Antarctica and archaeology may seem to be an unlikely combination. The idea that anything archaeological could be found in that desolate part of the world seems strange. However, the very fact that human beings first got there as recently as 1821, and have certainly not “inhabited” the continent, means it has remained untouched by anything human, and is therefore a window into our history like no other.
One of the major challenges of archaeology, particularly in studies of the Palaeolithic Period of the Stone Age, which is the bulk of hominid history, is deciding what is man-made and what isn’t. Tools are one such area of confusion.
When scientists/archaeologists find what they think might be a stone tool worked by hominid hand, they have little reference to determine whether what they think/hope is true, or whether it is just another natural rock formed by natural processes: They have been wrong many times in the past, as shown up by research that came along later.
Dr. Metin Eren of Kent State University, in Ohio, and his colleagues thought it might be useful to assemble a library of tool-like rocks from a place where they knew there was no chance that humans, or their ancestors, had muddied the waters by creating tools. In essence, they set out to establish a reference library.
They turned to the Antarctic because, not only was it only reached by humans 200 years ago, but it had experienced a variety of processes, including glacial erosion, frost cleaving and river transport that might batter rocks into tool-like shapes.
In case anyone wonders, yes, the Antarctic was once free of ice, and moderately warm, but that was way before hominids existed. So Dr. Eren’s hypothesis of “untouched by human hand” is correct.
Dr. Eren’s report in the journal Antiquity says that, rather than visit Antarctic and start digging up rocks where they could reach them under the snow and ice, they turned to the Polar Rock Repository in Columbus, Ohio; the Repository contains thousands of Antarctic rock samples collected over the past 200 years, which are obviously a lot easier to access than digging through glaciers.
Studying the Repository rocks in detail, Dr. Eren and his team have identified 14 that they thought could have easily duped archaeologists into believing they had been hand-made.
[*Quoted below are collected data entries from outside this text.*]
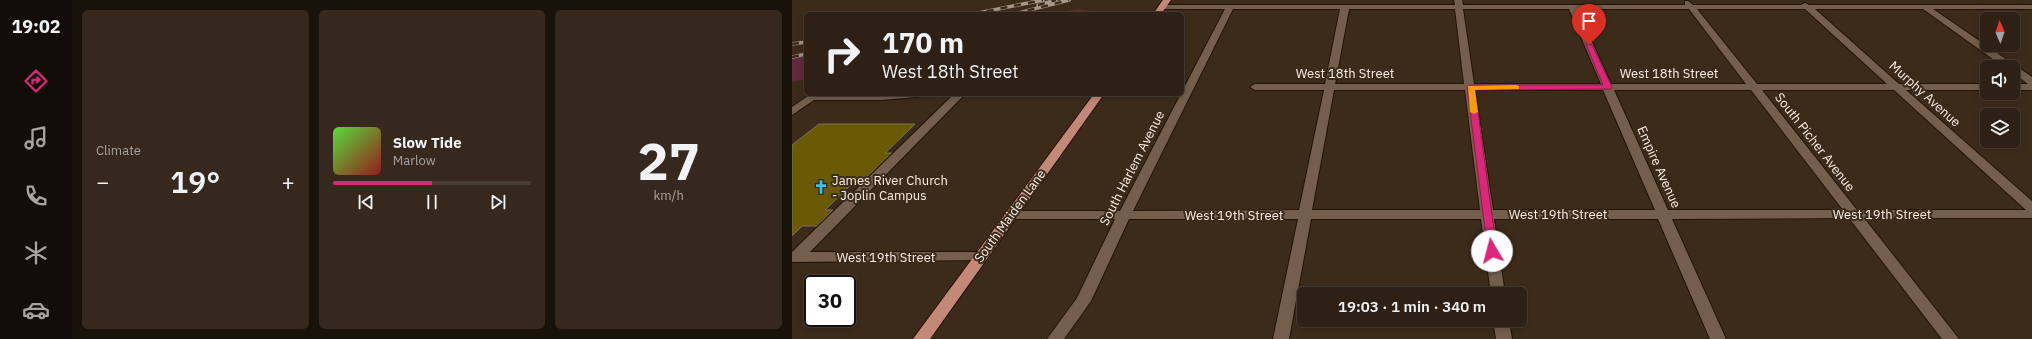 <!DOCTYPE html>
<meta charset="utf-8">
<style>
body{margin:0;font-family:"IBM Plex Sans",sans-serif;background:#36281d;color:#f1f3f6;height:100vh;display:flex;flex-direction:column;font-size:15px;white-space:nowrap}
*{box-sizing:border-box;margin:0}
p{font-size:13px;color:#a7a3a0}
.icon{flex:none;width:22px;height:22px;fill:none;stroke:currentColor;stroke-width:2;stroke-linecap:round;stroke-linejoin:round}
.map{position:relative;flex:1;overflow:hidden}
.sheet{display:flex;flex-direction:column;gap:10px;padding:10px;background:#19120b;width:720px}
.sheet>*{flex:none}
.banner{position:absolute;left:12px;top:12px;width:380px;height:84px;border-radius:6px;box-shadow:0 2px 10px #0003,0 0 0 1px #493e34;background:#2e2014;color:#f1f3f6;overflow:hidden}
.needle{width:26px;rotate:358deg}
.tools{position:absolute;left:1188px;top:12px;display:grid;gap:8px}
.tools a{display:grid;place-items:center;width:40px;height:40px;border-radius:6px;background:#2e2014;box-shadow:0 2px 10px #0003,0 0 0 1px #493e34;font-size:20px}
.speed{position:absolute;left:12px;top:275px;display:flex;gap:8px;font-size:20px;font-weight:700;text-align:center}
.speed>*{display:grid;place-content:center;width:52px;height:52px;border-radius:50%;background:#2e2014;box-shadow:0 2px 10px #0003,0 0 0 1px #493e34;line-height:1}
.speed .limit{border:2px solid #111;border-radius:6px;background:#fff;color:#111}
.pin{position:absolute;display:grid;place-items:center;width:34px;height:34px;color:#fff;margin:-41px -17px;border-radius:50% 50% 50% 0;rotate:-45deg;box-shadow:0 0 4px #0007}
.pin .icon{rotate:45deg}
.me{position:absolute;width:44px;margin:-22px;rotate:352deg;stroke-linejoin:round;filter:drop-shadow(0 0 3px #0008)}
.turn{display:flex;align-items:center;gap:14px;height:84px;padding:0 12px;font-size:18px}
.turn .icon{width:52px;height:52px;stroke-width:2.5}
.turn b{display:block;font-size:28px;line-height:34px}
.big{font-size:30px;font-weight:600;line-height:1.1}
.sheet .widget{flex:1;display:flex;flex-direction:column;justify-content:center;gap:6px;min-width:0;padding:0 14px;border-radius:6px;background:#36281d}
.sheet .dial{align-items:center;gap:0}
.dial b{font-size:52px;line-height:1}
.song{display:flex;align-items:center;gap:12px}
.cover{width:48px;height:48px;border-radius:6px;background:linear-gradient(135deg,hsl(110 70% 55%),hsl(0 70% 35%))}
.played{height:4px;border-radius:2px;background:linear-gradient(90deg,#db2777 50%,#493e34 50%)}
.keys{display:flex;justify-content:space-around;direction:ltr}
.heat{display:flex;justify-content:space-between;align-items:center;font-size:22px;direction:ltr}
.sheet .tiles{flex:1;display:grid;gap:10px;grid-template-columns:repeat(3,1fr)}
.trip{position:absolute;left:505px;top:287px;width:230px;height:40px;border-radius:6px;background:#2e2014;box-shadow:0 2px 10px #0003,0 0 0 1px #493e34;font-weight:600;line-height:40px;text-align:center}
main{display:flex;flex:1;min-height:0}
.menu{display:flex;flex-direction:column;width:72px;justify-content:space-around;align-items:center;background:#120d08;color:#a7a3a0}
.menu .icon{width:28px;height:28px}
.menu .selected{color:#db2777}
.menu b{font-size:18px;color:#f1f3f6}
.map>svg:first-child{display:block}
</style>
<main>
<nav class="menu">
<b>19:02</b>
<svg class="icon selected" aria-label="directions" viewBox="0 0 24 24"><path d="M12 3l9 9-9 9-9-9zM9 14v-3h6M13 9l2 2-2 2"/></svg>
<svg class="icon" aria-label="music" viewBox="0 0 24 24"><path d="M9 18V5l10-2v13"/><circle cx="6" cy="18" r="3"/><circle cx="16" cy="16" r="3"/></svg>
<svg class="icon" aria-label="phone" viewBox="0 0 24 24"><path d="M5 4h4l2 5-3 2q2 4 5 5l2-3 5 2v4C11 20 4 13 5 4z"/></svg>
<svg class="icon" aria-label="climate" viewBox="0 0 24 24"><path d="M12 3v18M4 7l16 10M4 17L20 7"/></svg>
<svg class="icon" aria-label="car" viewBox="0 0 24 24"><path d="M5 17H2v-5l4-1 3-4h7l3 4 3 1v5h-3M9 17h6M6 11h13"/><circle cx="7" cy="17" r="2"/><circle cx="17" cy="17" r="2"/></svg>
</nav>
<section class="sheet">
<div class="tiles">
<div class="widget"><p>Climate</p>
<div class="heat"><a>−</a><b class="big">19°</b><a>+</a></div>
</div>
<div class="widget">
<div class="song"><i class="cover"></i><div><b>Slow Tide</b><p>Marlow</p></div></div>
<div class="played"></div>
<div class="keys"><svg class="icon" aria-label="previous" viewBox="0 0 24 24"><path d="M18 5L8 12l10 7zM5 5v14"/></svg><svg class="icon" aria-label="pause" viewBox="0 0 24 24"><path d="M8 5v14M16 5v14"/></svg><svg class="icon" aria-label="next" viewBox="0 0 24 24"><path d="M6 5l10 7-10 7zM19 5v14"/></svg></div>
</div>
<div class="widget dial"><b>27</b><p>km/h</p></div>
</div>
</section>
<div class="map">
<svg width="1240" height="339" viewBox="0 0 1240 339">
<rect width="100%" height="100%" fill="#3d2b1a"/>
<!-- green -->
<path fill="#622a3f" d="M 287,9 C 296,12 311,10 317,14 L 256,14 Z
M 14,56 L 14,79 L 0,82 L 0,58 Z"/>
<!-- building -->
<path fill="#6b5a03" stroke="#797359" d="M 27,124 L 123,124 L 93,153 L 100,153 L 75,177 L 67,177 L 33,210 L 41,210 L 25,226 L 10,226 L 0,236 L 0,145 Z"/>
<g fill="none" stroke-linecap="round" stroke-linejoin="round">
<defs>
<path id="minor" d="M 662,0 L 670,0 L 671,5 L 893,5 L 893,1 L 896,1 L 901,5 L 1009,5 L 1013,3 L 1017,5 L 1240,5 L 1240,9 L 1141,9 L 1240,77 L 1240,90 L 1221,90 L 1221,84 L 1236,84 L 1221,73 L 1221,67 L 1212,67 L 1131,9 L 1023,9 L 1107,84 L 1195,84 L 1195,90 L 1114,90 L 1240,201 L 1240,218 L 1072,218 L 1167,339 L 1150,339 L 1057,218 L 880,219 L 934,339 L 918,339 L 866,219 L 702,219 L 713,294 L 699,294 L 689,219 L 519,219 L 497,339 L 481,339 L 506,219 L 337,219 L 299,301 L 272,339 L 255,339 L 285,298 L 323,219 L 219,219 L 214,218 L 212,215 L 214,212 L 219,211 L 328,211 L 433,9 L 370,9 L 366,7 L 367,5 L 663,5 ZM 441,9 L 548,9 L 533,84 L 463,84 L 458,87 L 463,90 L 532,90 L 507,210 L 341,211 ZM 557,9 L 663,9 L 672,84 L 543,84 ZM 671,9 L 777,9 L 809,84 L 682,84 ZM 785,9 L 897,9 L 954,84 L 819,84 ZM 905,9 L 1013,9 L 1095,84 L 965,84 ZM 542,90 L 673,90 L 688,210 L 520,210 ZM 683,90 L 811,90 L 863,210 L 701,210 ZM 822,90 L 959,90 L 1051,210 L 876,210 ZM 970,90 L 1102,90 L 1234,210 L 1065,210 Z
M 19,94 L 130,94 L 125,97 L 89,100 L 22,100 L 0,115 L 0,107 Z
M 162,94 L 173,94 L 18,252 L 188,252 L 193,254 L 195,257 L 193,260 L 0,262 L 0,252 Z
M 701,320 L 717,320 L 720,339 L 704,339 Z"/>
<path id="major" d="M 371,0 L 379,0 L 369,14 L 361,14 Z
M 302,94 L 312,94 L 138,339 L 121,339 Z"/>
</defs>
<!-- minor casing -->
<use href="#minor" stroke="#231304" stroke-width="2"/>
<!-- major casing -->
<use href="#major" stroke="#231304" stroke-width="2"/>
<!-- minor -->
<use href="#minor" fill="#745f4d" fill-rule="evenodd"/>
<!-- major -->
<use href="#major" fill="#c48878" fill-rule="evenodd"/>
<defs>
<path id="rail" d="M 246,5 L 264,0
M 181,14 L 251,0
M 222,14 L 277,0
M 0,44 L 14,42
M 0,57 L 14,54"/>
</defs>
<!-- rail casing -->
<use href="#rail" stroke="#a5978a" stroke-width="3.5"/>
<!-- rail -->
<use href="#rail" stroke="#3d2b1a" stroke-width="2.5" stroke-dasharray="7" stroke-linecap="butt"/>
</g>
<!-- route -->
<path fill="#db2777" stroke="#8e194d" d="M 795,43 L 800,45 L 820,87 L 819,89 L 683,90 L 705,251 L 704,253 L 696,253 L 675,87 L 679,85 L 811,85 L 794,45 Z"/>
<!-- slow -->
<path fill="#f59e0b" d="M 724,85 L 727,86 L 727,89 L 683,90 L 686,112 L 682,114 L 678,112 L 676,86 Z"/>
<!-- icons -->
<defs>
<symbol id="church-bare" viewBox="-9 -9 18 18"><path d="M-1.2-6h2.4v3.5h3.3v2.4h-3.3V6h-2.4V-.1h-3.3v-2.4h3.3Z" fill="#28c8ff" stroke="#3d2b1a" stroke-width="2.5" paint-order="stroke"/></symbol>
</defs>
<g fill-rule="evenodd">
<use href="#church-bare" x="19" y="177" width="20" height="20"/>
</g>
<g text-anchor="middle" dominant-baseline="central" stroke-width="4" stroke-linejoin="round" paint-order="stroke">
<!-- street labels -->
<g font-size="13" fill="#fbefe5" stroke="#3d2b1a">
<text x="553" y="73">West 18th Street</text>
<text x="877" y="73">West 18th Street</text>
<text transform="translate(1133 94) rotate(42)">Murphy Avenue</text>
<text transform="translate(1023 142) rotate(52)">South Picher Avenue</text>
<text transform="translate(867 167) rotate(66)">Empire Avenue</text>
<text transform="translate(340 168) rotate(-63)">South Harlem Avenue</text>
<text x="766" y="214">West 19th Street</text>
<text x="1090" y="214">West 19th Street</text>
<text x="442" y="215">West 19th Street</text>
<text transform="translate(218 216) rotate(-54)">South Maiden Lane</text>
<text x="94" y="257">West 19th Street</text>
</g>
<!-- poi labels -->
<g font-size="13" fill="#fbefe5" stroke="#3d2b1a" text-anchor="start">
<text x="40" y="180">James River Church<tspan x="40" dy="15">- Joplin Campus</tspan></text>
</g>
</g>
</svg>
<div class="tools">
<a><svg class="needle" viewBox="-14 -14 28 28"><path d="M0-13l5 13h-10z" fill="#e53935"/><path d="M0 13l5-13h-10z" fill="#a7a3a0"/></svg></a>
<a><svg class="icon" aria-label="sound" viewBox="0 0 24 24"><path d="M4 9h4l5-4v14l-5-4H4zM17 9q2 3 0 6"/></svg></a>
<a><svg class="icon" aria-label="layers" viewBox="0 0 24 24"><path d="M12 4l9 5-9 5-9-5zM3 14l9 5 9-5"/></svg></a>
</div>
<div class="speed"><div class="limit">30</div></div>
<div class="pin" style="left:797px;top:45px;background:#d93025"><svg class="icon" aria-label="arrive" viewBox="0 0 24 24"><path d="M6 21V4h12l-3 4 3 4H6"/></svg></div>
<svg class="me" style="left:700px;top:251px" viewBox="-20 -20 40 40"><circle r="19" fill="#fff"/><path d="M0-13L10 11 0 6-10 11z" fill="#db2777"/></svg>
<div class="trip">19:03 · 1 min · 340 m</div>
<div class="banner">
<div class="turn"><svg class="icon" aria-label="right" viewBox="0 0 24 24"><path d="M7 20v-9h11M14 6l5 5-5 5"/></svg><div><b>170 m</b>West 18th Street</div></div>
</div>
</div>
</main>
There are almost certainly many more, and the work continues.
The team also have plans to plunder the trove of Antarctic rocks housed in the British Antarctic Survey, in Cambridge, in England. This will significantly increase the database of natural rocks and thus the reference library for all future archaeologists.
The database they are constructing focuses on basalt, chert (of which the most familiar type is flint), and obsidian. These rock types were chosen because previous discoveries have shown that hominids seemed to have preferred working with them to produce tools in the Palaeolithic Age. This was likely because flint and obsidian, in particular, were the hardest, and most easily available materials they had, before the development of bronze and iron.
Once the database has been fully assembled, it will be possible for future scholars to more accurately identify hominid tools among the huge variety naturally-formed rocks. The database will also be a dynamic entity as more and more natural rocks are identified.
The rocks in the picture above are real tools, found in Spain, made 350,000 years ago by Homo Heildelbergensis.